Walter Rauff au centre

          Le général Erwin Rommel, battu à la bataille d’Al-Alamein, avait demandé l’occupation de la Tunisie pour protéger la retraite allemande face aux troupes alliées débarquées en Tunisie et en Algérie. On commence à en savoir plus sur cette péripétie tunisienne avec la découverte à Londres du journal personnel détaillé tenu par le colonel Walter Rauff, le créateur des «chambres à gaz mobiles». Il a décrit les différents plans qu’ils avaient conçus en Tunisie pour utiliser les Juifs comme travailleurs et comme boucliers humains face aux armées alliées : «3.000 Juifs seront recrutés par la force opérationnelle. L'arrivée des Juifs vers les lieux de travail et de leur surveillance devra être de la responsabilité de la Wehrmacht. Pour cela, j’ai mis en place un comité des Juifs qui va être responsable que ce processus se passe bien. Les premiers travailleurs seront prêts pour le travail le 7 décembre 1942. J’ai imposé de marquer avec une étoile jaune tous les Juifs dans les 24 camps de travail forcé à travers le pays. Le financement, les conditions matérielles d’hébergement et la nourriture se feront par les Juifs eux-mêmes, sans contrainte sur les autorités allemandes. J’ai annoncé que si les ordres n’étaient pas respectés il fallait s’attendre à des représailles sévères».

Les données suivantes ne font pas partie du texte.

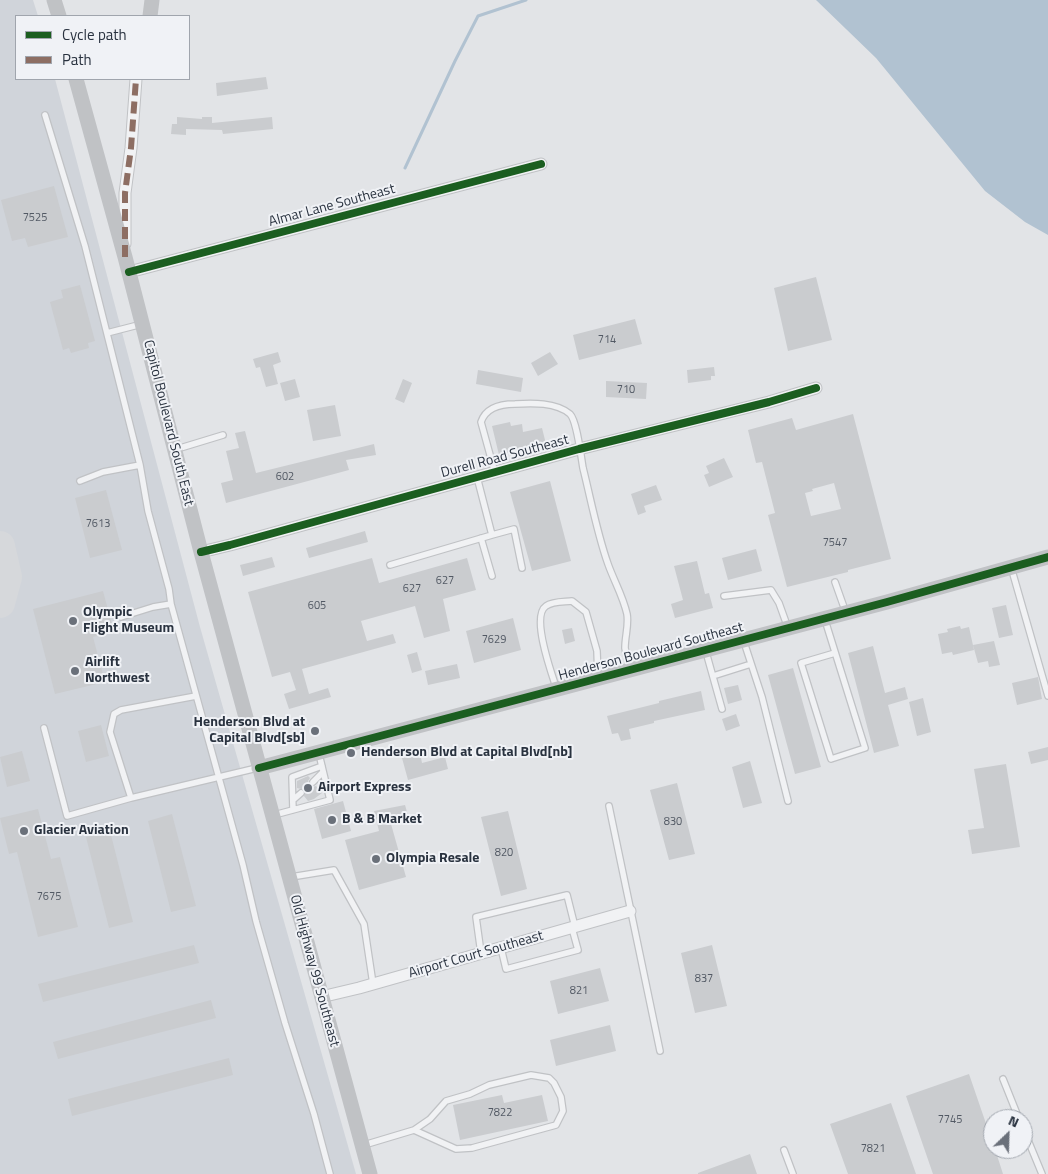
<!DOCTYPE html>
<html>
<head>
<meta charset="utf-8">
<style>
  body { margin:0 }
  #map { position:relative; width:1048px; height:1174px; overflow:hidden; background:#e2e4e7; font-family:"Titillium Web",sans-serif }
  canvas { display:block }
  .legend { position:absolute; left:15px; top:15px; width:175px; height:65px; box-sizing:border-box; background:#f0f2f6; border:1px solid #a0a5ad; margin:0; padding:6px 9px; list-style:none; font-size:15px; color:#29323f }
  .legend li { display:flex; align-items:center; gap:10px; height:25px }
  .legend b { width:25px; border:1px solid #a0a5ad }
  .north { position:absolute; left:983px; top:1109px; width:50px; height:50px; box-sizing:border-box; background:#f0f2f6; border:1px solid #a0a5ad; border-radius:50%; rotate:24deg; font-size:14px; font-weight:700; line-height:20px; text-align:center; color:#29323f }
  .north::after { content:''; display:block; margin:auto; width:18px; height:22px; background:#6a707a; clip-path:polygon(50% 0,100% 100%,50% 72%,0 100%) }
</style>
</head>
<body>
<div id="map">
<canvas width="1048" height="1174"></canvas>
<ul class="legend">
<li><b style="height:6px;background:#1b5e20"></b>Cycle path</li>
<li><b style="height:6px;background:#8d6e63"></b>Path</li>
</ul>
<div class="north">N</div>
</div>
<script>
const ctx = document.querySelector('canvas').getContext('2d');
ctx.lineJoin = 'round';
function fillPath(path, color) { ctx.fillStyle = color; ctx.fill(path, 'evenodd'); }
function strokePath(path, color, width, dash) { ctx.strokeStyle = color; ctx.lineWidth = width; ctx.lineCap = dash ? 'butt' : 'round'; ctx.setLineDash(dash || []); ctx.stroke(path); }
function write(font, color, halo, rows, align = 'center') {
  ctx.font = font + ' "Titillium Web",sans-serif'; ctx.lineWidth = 4; ctx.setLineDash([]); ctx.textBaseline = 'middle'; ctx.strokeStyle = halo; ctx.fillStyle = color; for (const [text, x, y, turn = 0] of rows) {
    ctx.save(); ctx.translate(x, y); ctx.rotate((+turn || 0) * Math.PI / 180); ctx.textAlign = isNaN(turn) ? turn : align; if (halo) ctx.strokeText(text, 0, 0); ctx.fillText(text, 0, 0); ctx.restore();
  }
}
const built = new Path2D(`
  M0,0H33L38,16H16V79H55L200,627L356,1174H0Z`);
const water = new Path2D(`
  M816,0H1048V235L1025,222L985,191L876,58Z`);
const stream = new Path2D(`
  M405,168L455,61L478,16L526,0`);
const taxiway = new Path2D(`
  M0,546L7,577L0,603`);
const building = new Path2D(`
  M266,77L268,89L217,96L216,83Z
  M177,117L202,119V117H212V123L272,117L273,129L223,134L222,130L186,129V135L171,134L172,124H177Z
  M54,186L68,237L28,247L25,238L12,241L1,200Z
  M816,277L832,340L788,351L774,288Z
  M80,285L95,341L88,343L89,348L71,353L69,348L63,350L50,302L63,298L61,290Z
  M635,319L642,344L579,360L573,335Z
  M278,352L281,362L273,365L278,384L266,387L260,367L256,368L253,359Z
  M550,352L558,364L538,376L531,363Z
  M714,367L715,376H711V380L688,383L687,370Z
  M478,370L523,378L521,392L476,384Z
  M295,379L300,397L285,401L280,383Z
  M403,379L412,383L404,403L395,399Z
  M606,381L647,383L646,399L606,397Z
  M335,405L341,436L313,441L307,410Z
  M853,414L891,559L848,570V572L787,587L768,515L775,513L762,462L756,463L748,430L792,418L796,430ZM834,483L841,509L811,516L805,493L813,491L812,489Z
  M510,422L511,426L522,424L523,432L542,428L546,444L499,455L492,426Z
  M245,431L256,473L374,444L376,455L346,460L349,470L226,503L221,483L233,480L226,451L239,448L235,433Z
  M724,458L733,477L709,487L704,475L709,473L706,466Z
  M550,481L571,561L532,571L510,492Z
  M656,485L662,500L644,506L646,512L638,515L631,494Z
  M106,490L122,550L90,558L75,498Z
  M365,531L368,542L309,558L306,548Z
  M756,549L762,571L728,580L722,558Z
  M272,557L275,567L243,576L240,565Z
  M372,558L379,583L467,558L476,590L443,599L450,631L424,638L415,606L361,621L367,641L393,634L396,643L302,669L309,694L328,688L331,697L289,709L284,694L296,690L290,672L272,677L248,592Z
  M697,561L705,594L709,593L713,608L675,618L671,604L683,600L674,566Z
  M103,591L114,632L93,637L105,682L55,694L33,609Z
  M1006,605L1013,635L999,638L992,608Z
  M513,618L521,650L474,663L466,631Z
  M960,626L961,629L969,627L974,650L953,655L952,652L942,654L938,634L948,632L947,629Z
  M572,628L575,641L565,644L562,630Z
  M994,641L1000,665L989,667L988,661L978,663L973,645Z
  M873,646L885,693L905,687L908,699L888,705L899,746L874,753L848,653Z
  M417,652L422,670L412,673L407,655Z
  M457,664L460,678L428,685L425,671Z
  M793,668L821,767L795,774L768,675Z
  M1038,677L1042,699L1017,705L1012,683Z
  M738,685L742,700L728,704L724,688Z
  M701,691L705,710L654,721V723L629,729L631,739L621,741L618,733L612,734L607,716L659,703V701Z
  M923,698L931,732L917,736L909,702Z
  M736,714L740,726L726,731L722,719Z
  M101,725L109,756L86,762L78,731Z
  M1048,747V760L1031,764L1028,752Z
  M22,751L30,781L7,787L0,757Z
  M420,753L422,763L445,757L448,769L408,780L402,758Z
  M750,761L762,803L743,808L732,767Z
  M1006,764L1020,847L972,854L968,830L984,828L974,769Z
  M308,776L310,778L308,781L309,785L312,787L316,786L322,793L314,799L308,801L304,796L305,790L297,788V781Z
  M677,783L695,854L669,860L650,790Z
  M343,801L351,831L322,839L314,809Z
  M405,805L409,819L391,824L406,877L359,890L345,840L379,831L374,811Z
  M38,809L51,859L60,857L78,927L38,937L17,852L9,854L0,818Z
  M508,811L527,889L501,896L481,817Z
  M172,814L196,906L171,912L148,821Z
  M110,831L133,922L109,928L86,837Z
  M194,945L199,963L43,1002L38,984Z
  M712,945L727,1006L695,1013L681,953Z
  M600,968L609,1001L558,1014L550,981Z
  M211,1000L216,1018L58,1059L53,1042Z
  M610,1025L616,1051L556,1066L550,1040Z
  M229,1058L233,1075L72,1116L68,1099Z
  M969,1074L993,1144V1149H995L1003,1174H933L906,1096Z
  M502,1095L504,1103L542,1095L548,1121L460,1140L453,1105Z
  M891,1103L916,1174H848L830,1124Z
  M750,1154L757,1174H698V1173Z`);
const lane = new Path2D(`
  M45,115L85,246L140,465L148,511L169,589L171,604
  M107,333L142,324
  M177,449L223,435
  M495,473L481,422C486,407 501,404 515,404C532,403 556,402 570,414C577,421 581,457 583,468C591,500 597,533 608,564C614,581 623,596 627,614C629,625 625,636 625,648C626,655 629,663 631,670
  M477,477L492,535L514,529L522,568
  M80,481L103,472L140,465
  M481,538L492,576
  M390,565L492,535
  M1011,567L1048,696
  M835,582L846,613
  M724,596L771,590L779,603L788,628
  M121,617L153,607L171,604L243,865L256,921L285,1023L314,1114L330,1174
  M825,620L865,748L831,759L801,663L835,653
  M744,642L762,697L788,801
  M706,652L722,709
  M713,676L751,664
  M556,687C551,672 531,616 546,606C553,601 564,602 572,601L586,612L597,651L598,678
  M196,696L121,710L114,714L110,732L131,798L257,768
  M44,728L67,816L131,798
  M313,782L323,772
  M293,800L301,793
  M609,806L660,1051
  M293,810L292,777L322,766
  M274,815L330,800L319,754
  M291,877L334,870L364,924L373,984
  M501,948L506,969L578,950L572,928
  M481,953L476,917L567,895L575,927
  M1003,1079L1019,1119
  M1023,1128L1042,1174
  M364,1145L414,1130L456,1149L472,1148L556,1125L563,1111L561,1097L554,1083L549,1078L531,1075L489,1085L470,1094L446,1101L430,1119L414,1130
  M784,1150L793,1174`);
const street = new Path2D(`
  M125,244V193L131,148L136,79
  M129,272L541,164
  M201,552L230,545L579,449L769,402L816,388
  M321,997L359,988L630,911`);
const secondary = new Path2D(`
  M54,0L59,16
  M150,16L152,0
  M76,79L125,257L201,552L370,1174
  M259,768L887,602L1048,557`);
const quiet = new Path2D(`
  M125,257V193L131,148L136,79`);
const cycleway = new Path2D(`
  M129,272L541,164
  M201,552L230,545L579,449L769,402L816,388
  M259,768L887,602L1048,557`);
const markers = [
  [73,621,5,"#6a707a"],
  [75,671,5,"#6a707a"],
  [315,731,5,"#6a707a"],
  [351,753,5,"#6a707a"],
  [308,788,5,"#6a707a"],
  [332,820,5,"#6a707a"],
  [24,831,5,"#6a707a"],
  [376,859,5,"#6a707a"]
];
const numberNames = [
  ["7525",35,218],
  ["714",607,340],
  ["710",626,390],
  ["602",285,477],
  ["7613",98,524],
  ["7547",835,543],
  ["627",445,581],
  ["627",412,589],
  ["605",317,606],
  ["7629",494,640],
  ["830",673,822],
  ["820",504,853],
  ["7675",49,897],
  ["837",704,979],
  ["821",579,991],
  ["7822",500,1113],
  ["7745",950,1120],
  ["7821",873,1149]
];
const streetNames = [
  ["Almar Lane Southeast",332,206,-15],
  ["Capitol Boulevard South East",168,423,76],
  ["Durell Road Southeast",505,457,-15],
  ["Henderson Boulevard Southeast",651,652,-15],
  ["Airport Court Southeast",476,955,-16],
  ["Old Highway 99 Southeast",314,971,75]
];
const poiNames = [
  ["Olympic",83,613],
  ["Flight Museum",83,629],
  ["Airlift",85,663],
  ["Northwest",85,679],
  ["Henderson Blvd at",305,723,"right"],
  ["Capital Blvd[sb]",305,739,"right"],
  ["Henderson Blvd at Capital Blvd[nb]",361,753],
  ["Airport Express",318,788],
  ["B & B Market",342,820],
  ["Glacier Aviation",34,831],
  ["Olympia Resale",386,859]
];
fillPath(built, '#d0d4da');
fillPath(water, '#b1c2d1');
strokePath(stream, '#b1c2d1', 3);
strokePath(taxiway, '#d6d8db', 30);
fillPath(building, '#cacccf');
strokePath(lane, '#c0c2c5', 8);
strokePath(street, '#c0c2c5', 13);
strokePath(lane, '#f1f2f4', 5.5);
strokePath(street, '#f1f2f4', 11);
strokePath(secondary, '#c0c2c5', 15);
strokePath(quiet, '#8d6e63', 6, [12, 6]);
strokePath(cycleway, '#1b5e20', 8);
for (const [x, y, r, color] of markers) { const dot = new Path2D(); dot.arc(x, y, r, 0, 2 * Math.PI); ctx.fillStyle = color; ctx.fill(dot); strokePath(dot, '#f0f2f6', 2); }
write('11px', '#525964', null, numberNames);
write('14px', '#29323f', '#f0f2f6', streetNames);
write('bold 14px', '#29323f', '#f0f2f6', poiNames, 'left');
</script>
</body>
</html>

          Sur son journal, le colonel Rauff se plaignait de l’attitude des Juifs et des Français à l’égard des forces nazies : «L'atmosphère dans la ville est plus hostile que les jours précédents. Les Français et les Juifs se vantent ouvertement que dans un court laps de temps les forces ennemies sauront reconquérir la ville. L'atmosphère parmi les Juifs et les Français est heureuse et pleine d'espoir, contrairement aux Arabes, qui sont très stressés et déprimés». Il avait fait part à l’Etat-Major allemand qu’il manquait de logistique pour utiliser une partie des 110.000 Juifs tunisiens comme boucliers humains contre les forces alliées.  
          Le colonel Rauff décrit dans le détail un fait éludé concernant le comportement de la population arabe : «La communauté arabe est amicale envers les Allemands et est prête à les aider. Les Arabes qui nous ont accompagnés de l'aéroport à la ville ont été immédiatement libérés quand nous sommes arrivés. Ils ont reçu pour instructions de continuer leurs vieilles habitudes pour découvrir l'ambiance générale et nous envoyer les adresses des Juifs dont les maisons et les voitures devaient répondre à nos besoins. Le recrutement des Juifs pour le travail a eu un impact positif sur l'atmosphère dans le secteur arabe».
          La Tunisie a échappé de peu à l’expérimentation des chambres à gaz mobiles. L'arrivée des Alliés en Tunisie le 7 mai 1943 a heureusement contrecarré les projets nazis. Mais une certitude, la Shoah a été évitée de peu en Tunisie mais n'a pas eu lieu.

6 commentaires:

Emmanuel WEILL a dit…

Article très intéressant d'une page d'histoire méconnue!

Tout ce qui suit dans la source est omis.